PHILOSOPHE / Judith Butler

PHILOSOPHE / Judith Butler

Judith Butler
(née en 1956)

Judith Butler est une philosophe américaine, figure majeure des études de genre et de la théorie queer. Judith Butler est née le 24 février 1956 à Cleveland, dans l’Ohio (États-Unis), dans une famille juive pratiquante et d’origine hongroise et russe. Cette identité juive, marquée par l’exil, la mémoire de la Shoah et la tradition diasporique, influencera profondément sa pensée, notamment dans son rapport à l’éthique, à l’Autre, et à la question de la vulnérabilité. Son orientation sexuelle, ainsi que sa position critique vis-à-vis de l’ordre moral et religieux, l’amènent à fréquenter des milieux militants et à développer une réflexion sur les normes sociales, le genre et l’identité.

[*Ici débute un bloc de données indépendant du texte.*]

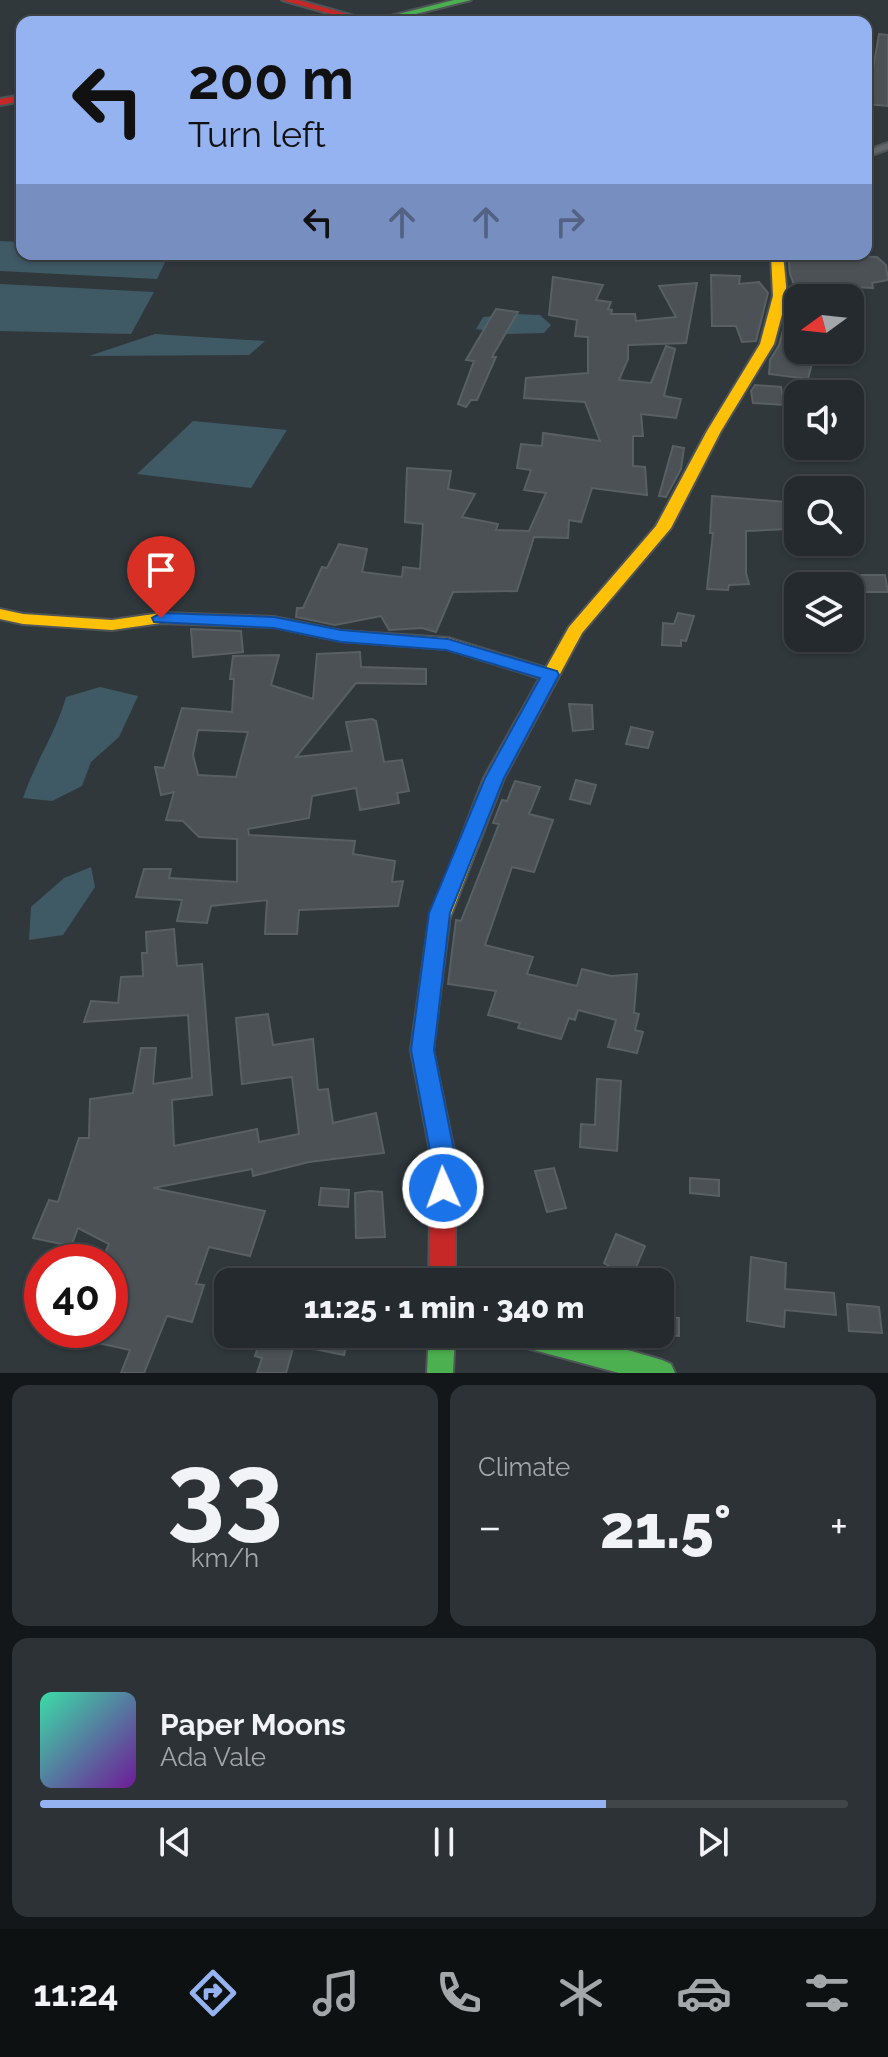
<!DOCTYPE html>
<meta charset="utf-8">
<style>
:root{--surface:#242a2d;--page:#2c3235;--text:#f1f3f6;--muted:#a3a7aa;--line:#414649;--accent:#95b2f1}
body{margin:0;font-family:Raleway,sans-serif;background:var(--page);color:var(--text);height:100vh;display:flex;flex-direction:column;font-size:30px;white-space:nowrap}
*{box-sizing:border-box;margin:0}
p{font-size:26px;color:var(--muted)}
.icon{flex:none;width:44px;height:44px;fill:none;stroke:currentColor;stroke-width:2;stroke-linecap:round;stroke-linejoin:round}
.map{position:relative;height:1373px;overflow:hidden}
.sheet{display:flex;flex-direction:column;gap:12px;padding:12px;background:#141719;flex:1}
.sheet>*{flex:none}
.banner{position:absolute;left:16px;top:16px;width:856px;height:244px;border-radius:16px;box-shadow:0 2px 6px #0004,0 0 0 2px var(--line);background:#95b2f1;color:#111;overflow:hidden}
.needle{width:52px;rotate:255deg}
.buttons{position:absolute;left:784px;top:284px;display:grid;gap:16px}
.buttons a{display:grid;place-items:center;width:80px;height:80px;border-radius:16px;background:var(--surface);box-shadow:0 2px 6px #0004,0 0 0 2px var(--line);font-size:40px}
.speed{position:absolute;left:24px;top:1244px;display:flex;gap:16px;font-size:40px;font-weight:700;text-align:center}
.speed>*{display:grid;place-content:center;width:104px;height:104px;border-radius:50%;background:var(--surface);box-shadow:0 2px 6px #0004,0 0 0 2px var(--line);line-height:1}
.speed .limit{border:12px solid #d22;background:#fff;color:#111}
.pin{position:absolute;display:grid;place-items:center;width:68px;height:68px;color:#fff;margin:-82px -34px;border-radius:50% 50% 50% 0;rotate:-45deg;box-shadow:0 0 8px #0007}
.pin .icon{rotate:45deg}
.me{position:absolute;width:88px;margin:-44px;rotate:358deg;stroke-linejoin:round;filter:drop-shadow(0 0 6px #0008)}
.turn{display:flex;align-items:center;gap:28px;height:168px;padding:0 40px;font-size:36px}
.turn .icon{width:104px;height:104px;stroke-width:2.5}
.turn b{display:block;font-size:56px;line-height:68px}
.lanes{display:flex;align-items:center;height:76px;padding:0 40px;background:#0003;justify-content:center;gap:40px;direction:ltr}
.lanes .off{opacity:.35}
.big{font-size:60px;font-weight:800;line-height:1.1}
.sheet .tile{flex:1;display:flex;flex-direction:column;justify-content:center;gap:12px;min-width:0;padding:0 28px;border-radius:16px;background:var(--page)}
.sheet .dial{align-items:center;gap:0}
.dial b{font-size:104px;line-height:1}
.song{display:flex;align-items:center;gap:24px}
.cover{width:96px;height:96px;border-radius:12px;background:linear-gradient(135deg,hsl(160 70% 55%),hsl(280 70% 35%))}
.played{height:8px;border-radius:4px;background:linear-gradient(90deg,var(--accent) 70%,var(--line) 70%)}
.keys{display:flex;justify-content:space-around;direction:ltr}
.heat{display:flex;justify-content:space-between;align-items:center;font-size:44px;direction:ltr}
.sheet .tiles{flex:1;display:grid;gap:12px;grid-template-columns:1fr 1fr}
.tile:last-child{grid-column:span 2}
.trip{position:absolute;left:214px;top:1268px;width:460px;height:80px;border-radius:16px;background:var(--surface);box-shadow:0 2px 6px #0004,0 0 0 2px var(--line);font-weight:800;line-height:80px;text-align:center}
.dock{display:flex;height:128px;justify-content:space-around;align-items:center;background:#0e1112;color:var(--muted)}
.dock .icon{width:56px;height:56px}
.dock .on{color:var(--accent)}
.dock b{font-size:36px;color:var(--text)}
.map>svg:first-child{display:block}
.water{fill:#3f5965}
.building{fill:#4b5155;stroke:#586063;stroke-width:2;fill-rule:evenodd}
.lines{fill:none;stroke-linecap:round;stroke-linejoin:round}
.street-casing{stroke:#4e5457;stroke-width:4}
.fast-casing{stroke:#4e5457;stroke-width:4}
.slow-casing{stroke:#4e5457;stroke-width:4}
.jam-casing{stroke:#4e5457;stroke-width:4}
.street{fill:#60666a;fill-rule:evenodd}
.fast{fill:#4caf50;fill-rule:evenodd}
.slow{fill:#ffc107;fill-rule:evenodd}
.jam{fill:#c62828;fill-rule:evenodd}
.route{fill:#1a73e8;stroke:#114b97;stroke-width:2}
</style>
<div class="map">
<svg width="888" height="1373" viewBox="0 0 888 1373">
<rect width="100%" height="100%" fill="#30383c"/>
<g class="water">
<path d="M0 241 22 242V254H169L157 279 0 271Z"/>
<path d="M0 285V284L154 292 131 334 0 331Z"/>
<path d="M514 314 540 315 551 325 544 333 507 334 476 329 483 317Z"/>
<path d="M155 334 265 341 249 355 89 356Z"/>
<path d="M193 421 287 430 251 488 137 474Z"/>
<path d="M100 687 138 696 119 737 91 762 82 786 52 801 23 798C35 762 56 733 66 697Z"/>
<path d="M91 867 95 887 63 935 29 940 31 907 64 878Z"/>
</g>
<g class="building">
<path d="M879 34 888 35V106L867 104Z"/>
<path d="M788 254 877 257 886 265 888 280 872 283 873 288 850 287V297L799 298 790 274Z"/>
<path d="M711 275 740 276 739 284 759 282 768 293 756 341 742 342 736 326H712Z"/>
<path d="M553 277 603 285 596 300 611 302 608 309 612 310 611 314H635L636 321 676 317 659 286 697 283 686 343 628 345V359L619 380 651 383 666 346 675 349 664 396 681 399 676 418 641 414 643 436H633V466L645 467 647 495 592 488 581 522 569 520 568 538 534 537 517 591 453 592 436 632 422 628 389 630 381 616 335 625 296 617 297 608H303L322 567 327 568 339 544 367 549 362 572 402 577 403 567 420 569 423 524 405 522 407 468 451 471 448 489 475 494 462 517 498 524 496 530 529 531 546 493 524 490 531 470 517 468 521 444 542 446 543 433 600 441 585 402 524 398 526 378 588 373V337L575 336 577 320 549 315Z"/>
<path d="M496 309 518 312 492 357H496L477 400H471L466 407 458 404 474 361 466 360Z"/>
<path d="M787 316 798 331V355H808L812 363 808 379 769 374 770 360 779 345Z"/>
<path d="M755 385 781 387 784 405 753 403 751 391Z"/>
<path d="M673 446 684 448 681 469 666 497 659 496Z"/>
<path d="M712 496 798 503V525L786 524 788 529 746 531V573L749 584 729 585 728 590 707 589 713 533H710Z"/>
<path d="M855 575H885L888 592H860Z"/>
<path d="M678 613 694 616 686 641 681 640V646L662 645 663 623 674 624Z"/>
<path d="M191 629 241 631 243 652 193 657Z"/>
<path d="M360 652 361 667 426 669V684L356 683 296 757 352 751 346 722 372 719 376 721 384 762 402 760 409 791 397 793 399 803 360 810 356 788 312 796 309 818 248 829 249 835 355 841 353 854 395 861 392 882 403 881 398 906 299 910 297 934H265L267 900 211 906 207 923 177 921 182 900 136 897 144 869H171L169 878 237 882V839L199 837 183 821 166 820 174 792 161 795 155 767 164 768 182 708 232 712 234 679H230L233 656 279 655 271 685 313 699 317 654ZM198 730 248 732 236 777 198 775 193 755Z"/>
<path d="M569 704 592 705 593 729 573 731Z"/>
<path d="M631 727 653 732 648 748 626 744Z"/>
<path d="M576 780 596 785 590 804 570 799Z"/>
<path d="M515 781 540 787 529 814 553 820 534 872 512 867 485 945 533 957 527 974 577 986 582 969 611 976 637 974 634 1013 639 1014 635 1030 643 1032 637 1053 608 1047 616 1020 578 1010 575 1020 569 1018 561 1039 518 1028 520 1023 488 1015 496 991 448 984 456 920 461 921 499 824 493 823 502 800 507 801Z"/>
<path d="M174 929 177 966 202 964 212 1095 172 1100 174 1146 257 1129 259 1142 299 1134 292 1077 242 1084 236 1018 268 1014 273 1045 313 1039 318 1090 328 1089 333 1123 376 1113 384 1153 309 1162 253 1176 252 1169 153 1188 265 1211 250 1256 209 1247 196 1284 204 1285 192 1322 167 1316 144 1373H121L130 1350 70 1337 71 1330H110V1262H101L109 1244 78 1228 71 1246 33 1238 49 1200 58 1202 79 1138H89L90 1099 133 1093 141 1048H156L153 1084 192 1078 188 1015 84 1022 91 1001 118 1003 121 977 143 976 142 953H147L146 932Z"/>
<path d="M597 1079 621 1081 617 1151 580 1147 581 1124 595 1125Z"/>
<path d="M554 1168 566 1208 547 1212 535 1171Z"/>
<path d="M690 1178 719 1180V1196L690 1193Z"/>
<path d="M321 1188 349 1190 348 1207 319 1205Z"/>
<path d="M370 1191 382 1192 385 1237 356 1238 355 1193Z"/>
<path d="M616 1234 645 1246 631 1279 604 1263Z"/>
<path d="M751 1257 786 1263 785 1289 834 1293 836 1315 785 1310 784 1327 747 1321Z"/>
<path d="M847 1304 879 1307 882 1333 849 1331Z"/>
<path d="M660 1317 679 1318V1336L660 1335Z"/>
<path d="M281 1334H349L344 1355 280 1342Z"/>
<path d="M260 1341 293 1348 286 1373H257L262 1358 255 1356Z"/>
</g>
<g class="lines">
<g class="street-casing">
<path id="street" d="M888 143V149L866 157V151Z"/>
</g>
<g class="fast-casing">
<g id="fast">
<path d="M454 0H471L384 22H367Z"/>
<path d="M429 1334H455L453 1373H427Z"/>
<path d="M504 1334H573L662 1360 671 1364 675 1373H619L508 1343Z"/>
</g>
</g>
<g class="slow-casing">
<path id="slow" d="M771 254H783L787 296 774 344 721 431 671 528 582 633 504 778 446 928 439 930 432 928 429 922 484 778 540 678 447 649 341 641 274 627 161 623 112 630 23 624 0 619V609L23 614 112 620 161 613 274 617 341 631 448 638 546 668 569 627 656 526 707 431 760 344 773 296Z"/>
</g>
<g class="jam-casing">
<g id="jam">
<path d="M282 0H298L375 22H359Z"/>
<path d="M22 95V101L0 105V99Z"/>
<path d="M439 914 446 916 449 922 433 1050 455 1156V1282H429L431 1156 411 1050 429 922 432 916Z"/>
</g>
</g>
<use href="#street" class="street"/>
<use href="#fast" class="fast"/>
<use href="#slow" class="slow"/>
<use href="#jam" class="jam"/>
</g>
<path class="route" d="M161 613 274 617 341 630 448 639 557 671 559 675 504 778 450 913 434 1050 455 1156V1188L452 1195 443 1199 434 1195 431 1188V1156L411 1050 429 913 485 778 540 678 446 650 341 642 274 628 154 622 152 618Z"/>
</svg>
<div class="buttons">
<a><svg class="needle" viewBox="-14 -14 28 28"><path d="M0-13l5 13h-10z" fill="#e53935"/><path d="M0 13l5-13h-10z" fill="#a3a7aa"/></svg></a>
<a><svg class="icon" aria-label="sound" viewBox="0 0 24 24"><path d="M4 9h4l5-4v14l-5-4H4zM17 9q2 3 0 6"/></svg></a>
<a><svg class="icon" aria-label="search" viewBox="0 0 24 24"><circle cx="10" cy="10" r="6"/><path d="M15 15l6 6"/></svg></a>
<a><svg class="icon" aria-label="layers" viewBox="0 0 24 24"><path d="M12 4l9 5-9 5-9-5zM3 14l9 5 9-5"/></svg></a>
</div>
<div class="speed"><div class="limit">40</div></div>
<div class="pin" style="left:161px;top:618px;background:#d93025"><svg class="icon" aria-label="arrive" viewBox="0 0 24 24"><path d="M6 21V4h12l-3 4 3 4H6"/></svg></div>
<svg class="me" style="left:443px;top:1188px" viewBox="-20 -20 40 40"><circle r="17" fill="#1a73e8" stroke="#fff" stroke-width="3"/><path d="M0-11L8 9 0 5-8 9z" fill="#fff"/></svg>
<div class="trip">11:25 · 1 min · 340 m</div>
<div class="banner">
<div class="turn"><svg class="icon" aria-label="left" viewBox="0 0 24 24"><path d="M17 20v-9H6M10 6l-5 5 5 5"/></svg><div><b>200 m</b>Turn left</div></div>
<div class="lanes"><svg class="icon" aria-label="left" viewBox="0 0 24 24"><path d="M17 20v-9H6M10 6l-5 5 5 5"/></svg><svg class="icon off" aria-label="ahead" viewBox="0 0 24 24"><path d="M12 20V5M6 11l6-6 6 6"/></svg><svg class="icon off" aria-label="ahead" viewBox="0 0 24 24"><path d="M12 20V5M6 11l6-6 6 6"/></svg><svg class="icon off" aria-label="right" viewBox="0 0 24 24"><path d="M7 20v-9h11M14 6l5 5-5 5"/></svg></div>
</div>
</div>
<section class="sheet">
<div class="tiles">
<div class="tile dial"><b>33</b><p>km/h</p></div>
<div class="tile"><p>Climate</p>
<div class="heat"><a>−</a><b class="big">21.5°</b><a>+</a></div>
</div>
<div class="tile">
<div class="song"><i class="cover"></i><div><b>Paper Moons</b><p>Ada Vale</p></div></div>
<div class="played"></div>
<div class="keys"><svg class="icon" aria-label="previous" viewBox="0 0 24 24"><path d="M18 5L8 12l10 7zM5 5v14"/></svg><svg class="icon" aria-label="pause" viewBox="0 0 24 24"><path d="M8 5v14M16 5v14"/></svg><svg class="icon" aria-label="next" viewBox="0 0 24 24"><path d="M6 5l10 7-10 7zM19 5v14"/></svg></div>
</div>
</div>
</section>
<nav class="dock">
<b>11:24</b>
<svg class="icon on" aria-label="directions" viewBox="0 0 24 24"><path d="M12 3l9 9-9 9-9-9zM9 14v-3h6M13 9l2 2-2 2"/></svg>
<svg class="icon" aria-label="music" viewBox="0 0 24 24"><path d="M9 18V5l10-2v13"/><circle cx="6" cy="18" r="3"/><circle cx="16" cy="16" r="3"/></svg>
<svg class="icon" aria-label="phone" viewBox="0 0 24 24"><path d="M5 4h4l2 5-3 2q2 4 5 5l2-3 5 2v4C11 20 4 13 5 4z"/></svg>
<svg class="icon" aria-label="climate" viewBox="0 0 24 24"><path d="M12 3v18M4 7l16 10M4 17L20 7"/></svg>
<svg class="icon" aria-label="car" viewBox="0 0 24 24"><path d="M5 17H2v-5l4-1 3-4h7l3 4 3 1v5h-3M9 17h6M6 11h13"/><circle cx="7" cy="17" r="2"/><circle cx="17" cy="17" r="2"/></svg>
<svg class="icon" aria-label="filters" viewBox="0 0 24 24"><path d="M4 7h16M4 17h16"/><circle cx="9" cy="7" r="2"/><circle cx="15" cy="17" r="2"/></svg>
</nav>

Très tôt, Butler manifeste une intelligence vive et une grande précocité intellectuelle. Iel s’intéresse à la philosophie dès l’adolescence et commence à étudier les textes de Platon, Spinoza, Hegel et Kant. Iel poursuit ses études à Yale, où iel obtient son doctorat de philosophie en 1984. Son travail de thèse porte sur Hegel et la notion de désir, et la manière dont le sujet se constitue dans des relations de reconnaissance. Cette première période de son œuvre est donc traversée par la pensée allemande, notamment Hegel, Nietzsche, Freud et Adorno — mais aussi par la philosophie continentale française, avec Foucault, Derrida et Lacan comme influences majeures.

Judith Butler accède à une reconnaissance internationale avec la publication de Gender Trouble (Trouble dans le genre) en 1990, ouvrage devenu canonique dans les études de genre. Iel y propose une critique radicale de la naturalisation du genre et du sexe, affirmant que le genre n’est pas une essence ou une donnée biologique, mais une performance : il est produit, reproduit et stabilisé à travers des actes répétés, des discours, des normes sociales. Butler y sape la distinction traditionnelle entre sexe (biologique) et genre (social), en montrant que le sexe lui-même est déjà un effet discursif — un construit culturel produit par des dispositifs itératifs de pouvoir. Cette position déstabilise aussi bien le féminisme essentialiste que les approches médicales du genre, en mettant l’accent sur la plasticité de nos identités. Son influence s’accroît avec des ouvrages comme Bodies That Matter (1993), The Psychic Life of Power (1997), ou Undoing Gender (2004), où Iel approfondit ses analyses sur la norme, l’exclusion, le corps et la résistance. Iel élargit également sa réflexion vers la politique et l’éthique, en s’inspirant de Foucault, Levinas ou Arendt. Sa pensée prend alors une tournure éthique et post-humaniste, s’intéressant à la précarité, à la vulnérabilité, et à la reconnaissance des vies marginalisées.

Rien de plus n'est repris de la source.